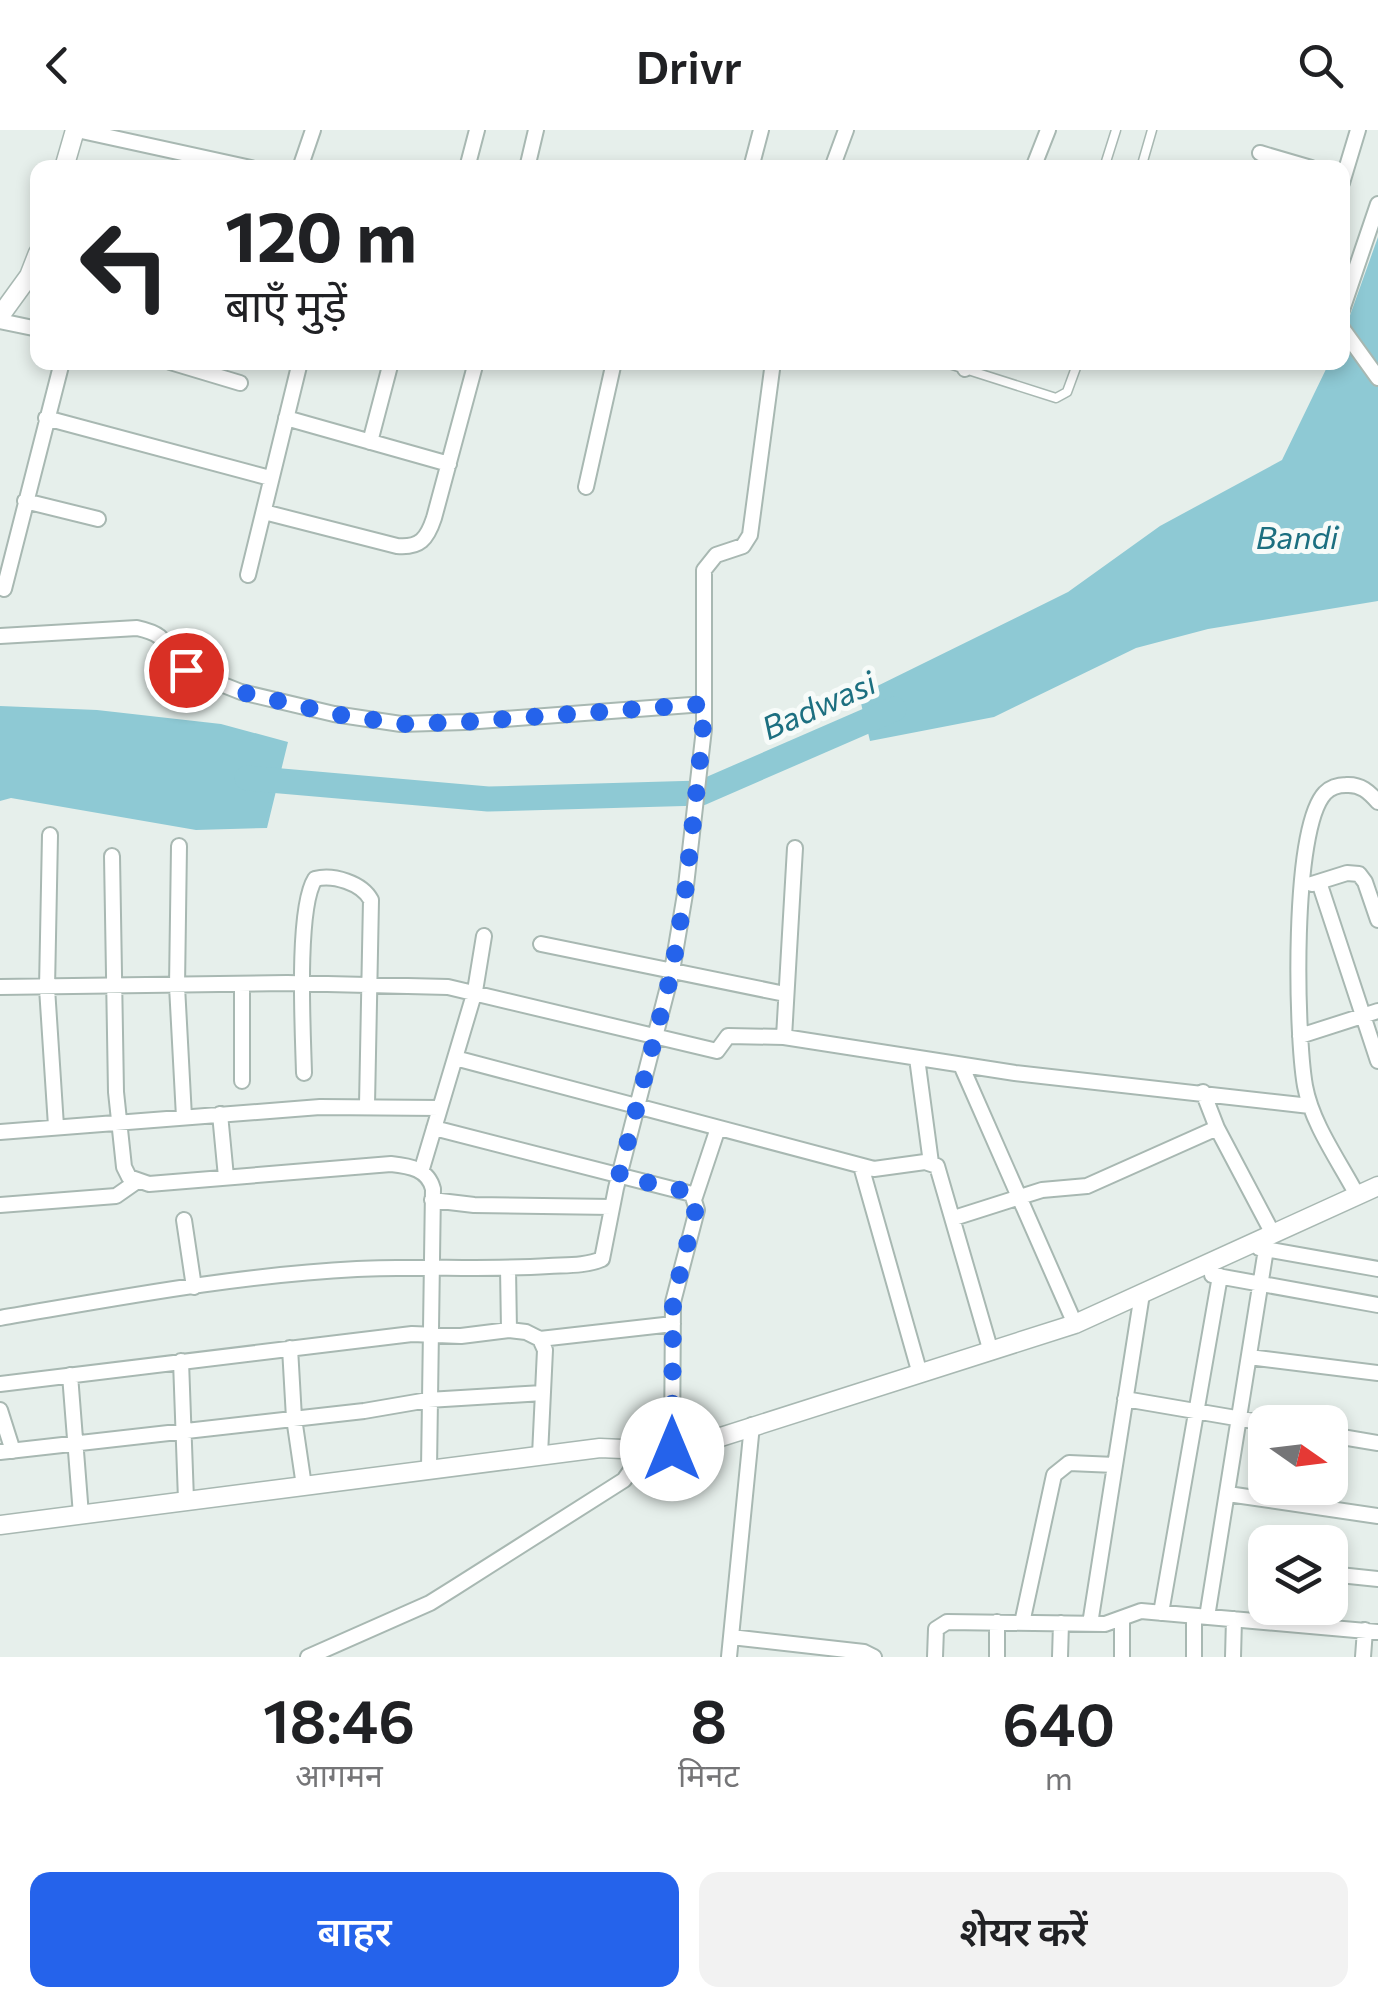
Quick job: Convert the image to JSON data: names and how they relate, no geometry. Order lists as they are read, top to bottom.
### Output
{
  "water": ["Bandi", "Badwasi"],
  "north": "right",
  "page": {
    "header": "Drivr",
    "turn": ["120 m", "बाएँ मुड़ें"],
    "eta": [
      "18:46",
      "आगमन",
      "8",
      "मिनट",
      "640",
      "m"
    ],
    "buttons": ["बाहर", "शेयर करें"]
  }
}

========

→ EXERCISE: Your answer must be an exact copy of the data above, minus its pictures.

→ TASK ANSWER:
Quick job: Convert the image to JSON data: names and how they relate, no geometry. Order lists as they are read, top to bottom.
### Output
{
  "water": ["Bandi", "Badwasi"],
  "north": "right",
  "page": {
    "header": "Drivr",
    "turn": ["120 m", "बाएँ मुड़ें"],
    "eta": [
      "18:46",
      "आगमन",
      "8",
      "मिनट",
      "640",
      "m"
    ],
    "buttons": ["बाहर", "शेयर करें"]
  }
}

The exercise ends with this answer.